CAVE — Allways (Drag City)
Emphasis on vibe—the insistent single-note guitar rhythm, chill backing vox, and deep envelope sweeping of the "San’ Yago;" the insistent bass throb and quasi-erotic wah line of Beaux make it the first CAVE album you could grind to without so much as a raised eyebrow. Some of the relaxed sonic dimensions are attributable to Rob Frye’s flute flourishes and second set of keyboard hands that bridge the gap to he and presumed mastermind Cooper Crain’s other project, Bitchin Bajas, though the deep chill moments here are of a less ethereal bent: another side of the coin, maybe, but to Bitchin Bajas’ celestial aims CAVE is the earthly antidote.
While the Hideout’s release show highlight was the unimpeachable drum workout of “This is the Best” off of 2011’s Neverendless—as with all CAVE shows, Rex’s motorik precision on drums makes these songs that much more of a fucking jam in live context—the chilled-out vibes of Allways’ oeuvre flexed live in a way that made for my favorite CAVE performances since in about a decade, not that they’ve been slouching. A must.
Bonus points on the subtle recording bits that stick out—insistent thwack the gated snare on opener “The Juan;” interplay between guitarists Cooper Crain and second guitarist Jeremy Freeze; the deep dirge of guitar distortion that comes in midway on “Beaux” at the most sludgy, Masters of Reality-esque tone on a CAVE record to date: Coop’s experience as go-to local recordist brings out elements in subtle but sticking ways that reward repeated listens.
Pepper Mill Rondo — EDM (Hausu Mountain)
Which is to say: embrace the chaos. Or maybe succumb.
Decibel levels are the determining factor on whether the results are serenity or psychosis.
Had me at Brandon / Bradley / Nick.
Sug — Only Hidden Once (Baked Tapes)
This release, put out by a year ago by NYC label Baked Tapes, has been out longer than the other releases, which is to say its interplanetary vibes have had a little longer to marinate.
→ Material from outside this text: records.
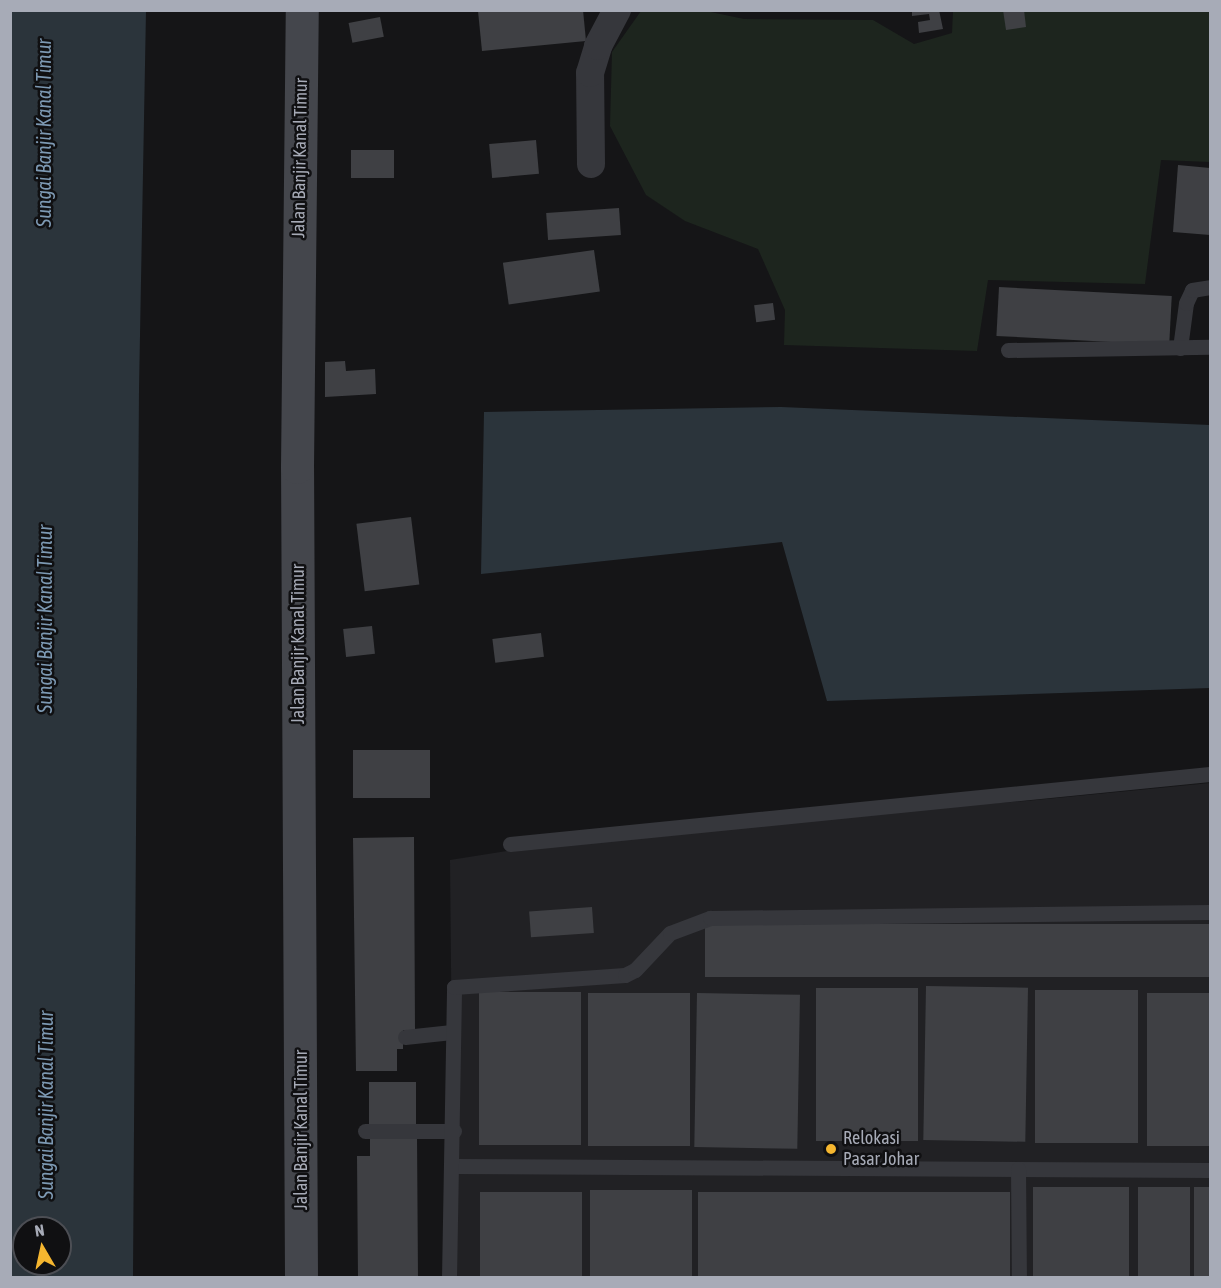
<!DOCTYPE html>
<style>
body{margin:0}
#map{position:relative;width:1221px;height:1288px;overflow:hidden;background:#151517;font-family:"Asap Condensed",sans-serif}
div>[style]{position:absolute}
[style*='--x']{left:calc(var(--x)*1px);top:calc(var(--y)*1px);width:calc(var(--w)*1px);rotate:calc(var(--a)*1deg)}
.built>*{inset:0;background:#212124}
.green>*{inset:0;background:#1d251e}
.water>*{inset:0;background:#2b343b}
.building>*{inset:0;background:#3f4044;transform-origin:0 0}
.lane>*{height:15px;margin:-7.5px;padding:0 7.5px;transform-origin:7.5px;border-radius:7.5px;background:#36373c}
.street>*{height:28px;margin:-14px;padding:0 14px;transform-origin:14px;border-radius:14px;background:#36373c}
.secondary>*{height:33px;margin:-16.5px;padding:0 16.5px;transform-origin:16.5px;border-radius:16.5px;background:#44464c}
.dots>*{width:16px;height:16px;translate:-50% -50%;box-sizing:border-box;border:3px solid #101012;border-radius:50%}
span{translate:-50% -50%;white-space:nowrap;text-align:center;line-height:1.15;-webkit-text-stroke:5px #101012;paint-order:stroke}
.street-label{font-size:18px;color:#a7abb7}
.poi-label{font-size:18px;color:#a7abb7}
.left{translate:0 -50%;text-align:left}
.water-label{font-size:20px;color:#7d99b3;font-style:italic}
.frame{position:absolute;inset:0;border:12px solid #a7abb7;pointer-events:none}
.north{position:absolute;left:12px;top:1216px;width:60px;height:60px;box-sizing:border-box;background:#101012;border:2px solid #4c4e54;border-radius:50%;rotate:351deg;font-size:16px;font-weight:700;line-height:24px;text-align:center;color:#a7abb7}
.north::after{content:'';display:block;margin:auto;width:21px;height:27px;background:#f5b62f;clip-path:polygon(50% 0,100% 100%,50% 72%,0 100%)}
</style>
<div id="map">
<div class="built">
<div style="clip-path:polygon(1210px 783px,1210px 1277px,454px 1277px,450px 860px,650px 828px,1026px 801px)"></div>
</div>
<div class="green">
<div style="clip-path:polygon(641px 11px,706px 11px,744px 19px,873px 20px,914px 44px,952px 33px,953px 11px,1210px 11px,1210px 162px,1161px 160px,1145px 284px,988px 280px,977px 351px,784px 345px,785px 310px,758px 249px,685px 221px,646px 195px,610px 126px,612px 52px)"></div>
</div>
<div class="water">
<div style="clip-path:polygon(evenodd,10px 11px,146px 11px,139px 389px,133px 1277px,11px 1277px,10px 11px,24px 1228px,60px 1228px,60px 1264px,24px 1264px,24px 1228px)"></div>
<div style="clip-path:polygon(781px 407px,1210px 425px,1210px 688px,827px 701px,782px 542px,481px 574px,484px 412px)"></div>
</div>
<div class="building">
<div style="clip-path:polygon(583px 10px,586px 41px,482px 51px,478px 11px)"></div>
<div style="clip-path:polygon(912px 10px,939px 10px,943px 29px,919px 33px,918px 22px,930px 20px,929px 14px,912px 16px)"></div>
<div style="clip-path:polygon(1003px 10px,1024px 10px,1026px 27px,1006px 30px)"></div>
<div style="left:380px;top:17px;width:20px;height:32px;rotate:79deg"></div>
<div style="left:536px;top:140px;width:34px;height:47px;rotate:85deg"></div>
<div style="left:394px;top:150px;width:28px;height:43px;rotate:90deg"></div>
<div style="clip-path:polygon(1178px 165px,1210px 168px,1210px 235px,1173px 232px)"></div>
<div style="left:619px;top:208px;width:27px;height:73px;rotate:86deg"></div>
<div style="left:594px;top:250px;width:42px;height:92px;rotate:82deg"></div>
<div style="left:999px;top:287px;width:173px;height:49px;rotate:3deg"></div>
<div style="left:773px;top:303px;width:17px;height:19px;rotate:83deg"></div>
<div style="clip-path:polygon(345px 361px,346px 371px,375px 369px,376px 394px,325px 397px,325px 362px)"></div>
<div style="left:411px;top:517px;width:68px;height:55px;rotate:83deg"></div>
<div style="left:372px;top:626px;width:28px;height:29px;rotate:84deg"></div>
<div style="left:541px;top:633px;width:24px;height:49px;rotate:83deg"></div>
<div style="left:353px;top:750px;width:77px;height:48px"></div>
<div style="clip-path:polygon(414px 837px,415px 1030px,403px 1030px,403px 1049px,397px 1049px,397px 1071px,356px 1071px,353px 838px)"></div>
<div style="left:592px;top:907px;width:26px;height:63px;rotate:86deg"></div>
<div style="left:1210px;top:924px;width:53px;height:505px;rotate:90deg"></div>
<div style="left:926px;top:986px;width:102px;height:154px;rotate:1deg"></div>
<div style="left:816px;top:988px;width:102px;height:153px"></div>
<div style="left:1035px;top:990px;width:103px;height:153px"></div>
<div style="left:581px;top:992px;width:153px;height:102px;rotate:90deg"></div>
<div style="left:588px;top:993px;width:102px;height:153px"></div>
<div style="left:697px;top:993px;width:103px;height:154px;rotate:1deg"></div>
<div style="left:1147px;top:993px;width:63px;height:153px"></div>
<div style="left:369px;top:1082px;width:47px;height:45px"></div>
<div style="clip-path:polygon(417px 1135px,418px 1278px,358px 1278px,357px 1156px,370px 1156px,370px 1136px)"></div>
<div style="left:1033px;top:1187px;width:96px;height:91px"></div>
<div style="left:1138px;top:1187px;width:52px;height:91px"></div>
<div style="left:1194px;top:1187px;width:16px;height:91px"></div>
<div style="left:590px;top:1190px;width:102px;height:88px"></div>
<div style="left:480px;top:1192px;width:102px;height:86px"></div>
<div style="left:698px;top:1192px;width:312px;height:86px"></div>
</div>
<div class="lane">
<div style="--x:1180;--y:348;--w:45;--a:-82.4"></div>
<div style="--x:1186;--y:303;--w:14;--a:-65"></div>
<div style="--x:1192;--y:290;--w:18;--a:-9"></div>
<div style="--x:1008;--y:350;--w:202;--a:-0.9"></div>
<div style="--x:510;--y:844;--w:703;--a:-5.71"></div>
<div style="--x:405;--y:1037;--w:47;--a:-6.1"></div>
<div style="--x:365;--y:1131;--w:89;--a:0"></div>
<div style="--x:453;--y:1166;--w:757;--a:0.3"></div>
<div style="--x:1018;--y:1169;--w:109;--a:89.5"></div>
<div style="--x:449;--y:1278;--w:291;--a:-89"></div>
<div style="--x:454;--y:987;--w:171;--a:-4"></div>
<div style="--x:625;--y:975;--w:11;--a:-27"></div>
<div style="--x:635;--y:970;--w:51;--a:-46.6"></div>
<div style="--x:670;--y:933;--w:43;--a:-20.6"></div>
<div style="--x:710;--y:918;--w:500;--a:-0.69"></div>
</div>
<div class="street">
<div style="--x:591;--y:164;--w:91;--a:-90.6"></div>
<div style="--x:590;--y:73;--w:28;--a:-73"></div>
<div style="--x:598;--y:46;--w:41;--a:-62.2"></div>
</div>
<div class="secondary">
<div style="--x:301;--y:1278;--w:811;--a:-90.28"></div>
<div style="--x:297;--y:467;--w:457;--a:-89.4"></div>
</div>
<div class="dots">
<div style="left:831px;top:1149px;background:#f5b62f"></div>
</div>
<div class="street-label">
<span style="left:300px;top:158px;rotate:-89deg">Jalan Banjir Kanal Timur</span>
<span style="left:298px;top:644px;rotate:-90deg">Jalan Banjir Kanal Timur</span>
<span style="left:301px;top:1130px;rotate:-90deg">Jalan Banjir Kanal Timur</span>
</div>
<div class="poi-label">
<span class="left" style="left:843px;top:1149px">Relokasi<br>Pasar Johar</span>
</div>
<div class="water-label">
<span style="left:43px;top:133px;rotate:-90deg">Sungai Banjir Kanal Timur</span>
<span style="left:44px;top:619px;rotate:-90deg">Sungai Banjir Kanal Timur</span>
<span style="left:45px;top:1105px;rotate:-90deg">Sungai Banjir Kanal Timur</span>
</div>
<div class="frame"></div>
<div class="north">N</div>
</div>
Opener "They Change Faces" is the most sublime and droney of the bunch, one of a peaceful yearning belied by the rest of the cassette's contents.
By "Burn Billionaires Not Coal," the neural pathways go bad, existentially speaking, from the get-go: distorted blurps of an off-time synth loop are followed by screamish alien vocalizations, scrapes and scratches that extend throughout the thirteen-minute track, surreal key touches verifying that somewhere on the A-side we've slipped to an alternate and infinitely murky dimension. The almost-title track on the B-side, flowing directly into Found in Space, makes for a terrifyingly slippery comedown on headphones late at night, or an ambiance for reading to at low levels, depending on your preferred context.
The result is corrupted data, hypnotic and deified. Unnervingly alien. Recommended fraternity soundtrack for middle-of-the-night pledge hazing.
X-Files on honey slides
Bucket Brigade - IDX1011 (No Index)
The brief first track gives a statement of purpose: speedy acid o’er supercomputer subway tracks, microdosing the mainframe, all points in the braincase connected. All of which guides the rest of IDX1011 as a logical series of bass rhythms, kaleidoscopic synth melodies, and echoing drum machine pulses dancing over tinkling computerized bits. The glitched twinkles of twilight throughout this release capture equally the joyous optimism of takeoff and of one running on fumes at unnamed adventure’s end.
Floating along the cloudtop of basslines and synaptic melodies is the jovial sense of exploration that buoys each of these synth workouts—driving, taut, never terse. Keep you moving and up. Occasional deep reverb touches reminiscent of early AFX singles but applied to 8 bit crunch, moments which feeling like excitebike run through a modular setup, appropriate enough given its driving quality: the music herein designed for some sort of transport, whether of motorized airport walkways or liminal & lucid dreamscapes.
(5)7.18.17frimorn - Uptempo 6/8 side 1 closer (or face A if you prefer), bouncy & buoyant travel thru cyber-imaginary Tokyo of my mind.
(6)12.3.17final - more contemplative start to the second side where every element feels exquisitely placed and offers a little more space than the rest of the collection; reminiscent of H. Takahashi’s recent Escapism release (well worth checking out in its own right).